* WHAT TO WORK ON *
Because the images are not wanted, restate every line below word for word without them.

* SUPPLIED RECORDS *
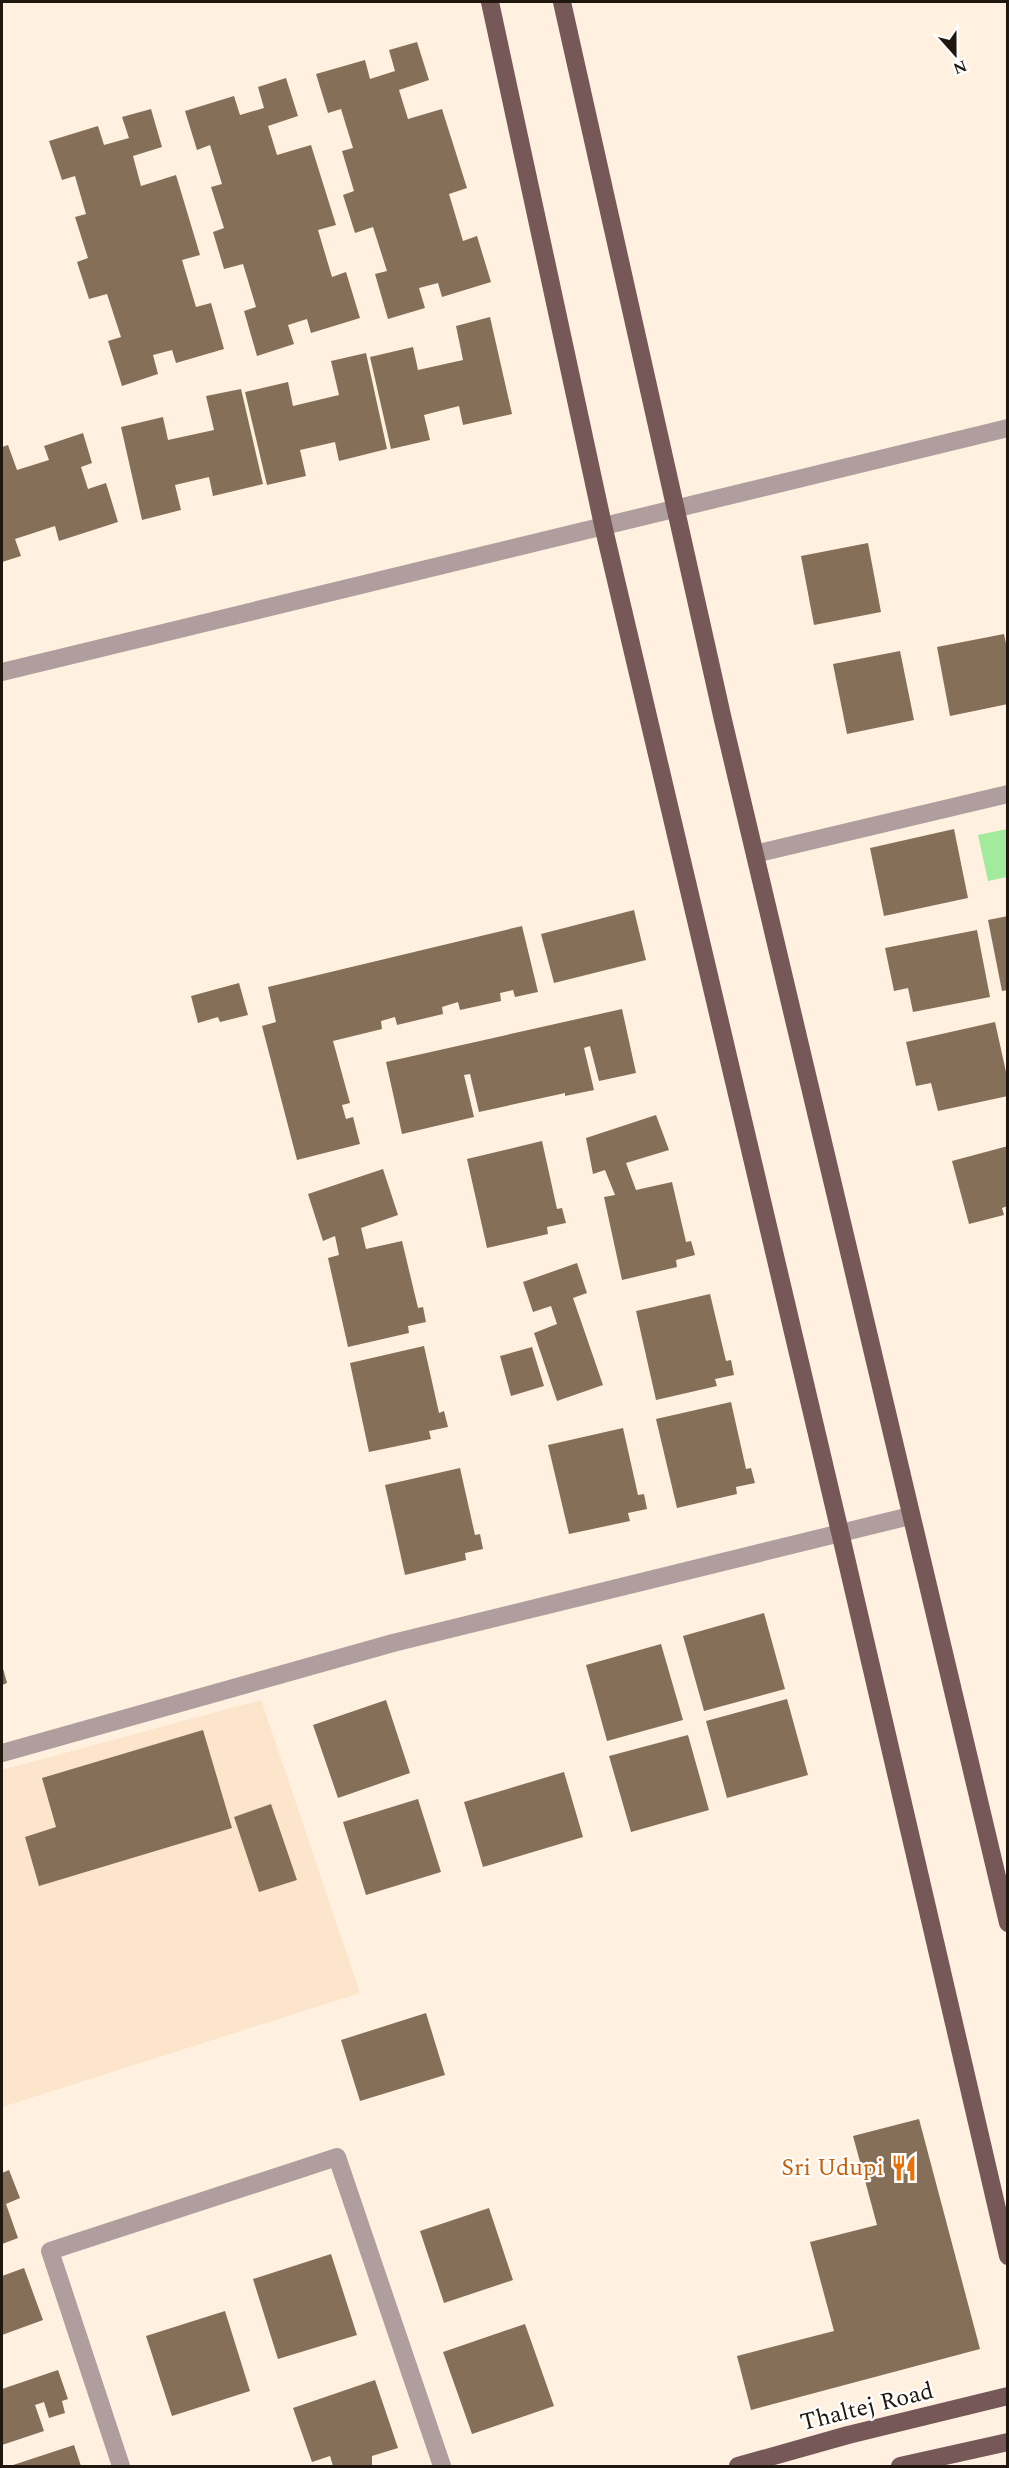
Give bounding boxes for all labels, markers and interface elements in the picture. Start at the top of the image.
north arrow [925,24,985,84]
text: N [950,54,970,81]
place label: Sri Udupi [781,2150,884,2186]
restaurant icon: Sri Udupi [889,2153,919,2183]
street label: Thaltej Road [796,2373,938,2441]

* EXERCISE ANSWER *
Give bounding boxes for all labels, markers and interface elements in the picture. Start at the top of the image.
north arrow [925,24,985,84]
text: N [950,54,970,81]
place label: Sri Udupi [781,2150,884,2186]
restaurant icon: Sri Udupi [889,2153,919,2183]
street label: Thaltej Road [796,2373,938,2441]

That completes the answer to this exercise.